A model with SSKEIN clothes. Photo by Elsa Markevitch.

The SPU’s fashion program used to be more focused on being successful with a brick and mortar store, but as part of the curriculum, students now need to create online markets and social media platforms to support them.

Lee said online and store purchases are not mutually exclusive. Most fashion companies and clothing stores are a mix of e-commerce and face-to-face contact, so the whole experience needs to feel connected.

In a way, customers expect more from the brands and companies they shop from. You expect a seamless and beautiful experience online and in person. When asked if SSKEIN would have been so successful if it had been exclusively online, Yip said, “No”.

“It wouldn’t, especially for a new brand,” she said. “We have to slowly build trust in the brand and the product with our customers.”

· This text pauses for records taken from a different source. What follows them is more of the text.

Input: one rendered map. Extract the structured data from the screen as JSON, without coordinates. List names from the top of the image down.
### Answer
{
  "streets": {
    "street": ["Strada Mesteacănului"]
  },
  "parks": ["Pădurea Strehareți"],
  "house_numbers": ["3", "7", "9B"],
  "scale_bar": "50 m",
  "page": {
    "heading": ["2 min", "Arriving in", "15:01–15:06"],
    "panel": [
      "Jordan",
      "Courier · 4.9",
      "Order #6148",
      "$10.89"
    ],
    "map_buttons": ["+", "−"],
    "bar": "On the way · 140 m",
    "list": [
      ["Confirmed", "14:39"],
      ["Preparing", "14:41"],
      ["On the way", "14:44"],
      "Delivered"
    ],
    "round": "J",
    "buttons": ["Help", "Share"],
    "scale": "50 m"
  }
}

Fashion is so tactile, said Yip. People have to touch it. “I used to shop more often in stores because I like to touch and feel the materials,” she said of her own shopping before COVID. “I love the experience of getting excited about a product that I can touch – an emotion that can only be experienced in person and not online.”

All three women seemed to agree – the personal shopping experience will remain.

Nordstrom introduces new in-store concept on the east coast

In their most recent in-depth report, Business of Fashion and McKinsey & Co. interviewed Nordstrom Co-President Pete Nordstrom about his latest omnichannel adaptation.

The 120-year-old department store opened its flagship seven-story Manhattan location in 2019 and is rolling out Nordstrom Local outlets across the city to support online collections, returns, changes and personal styling. Nordstrom tested this model a few years earlier in Los Angeles and found that it helps “enhance the omnichannel experience.”

“Physical stores make for a better online experience instead of having to send things back in the mail,” Nordstrom said in the 2020 report, “(and it) creates trips to a physical store so you have the opportunity to sell (customers) . something else if you give it back or change it. “

Nordstrom, known for its customer experience, wanted to make it easier for visitors to visit a store, but also wanted to create a more seamless connection between the digital and physical store world. And eventually people started spending more money.

Whether this model will expand to the Pacific Northwest is unclear, but Nordstrom appears to be keeping an eye on its performance in New York.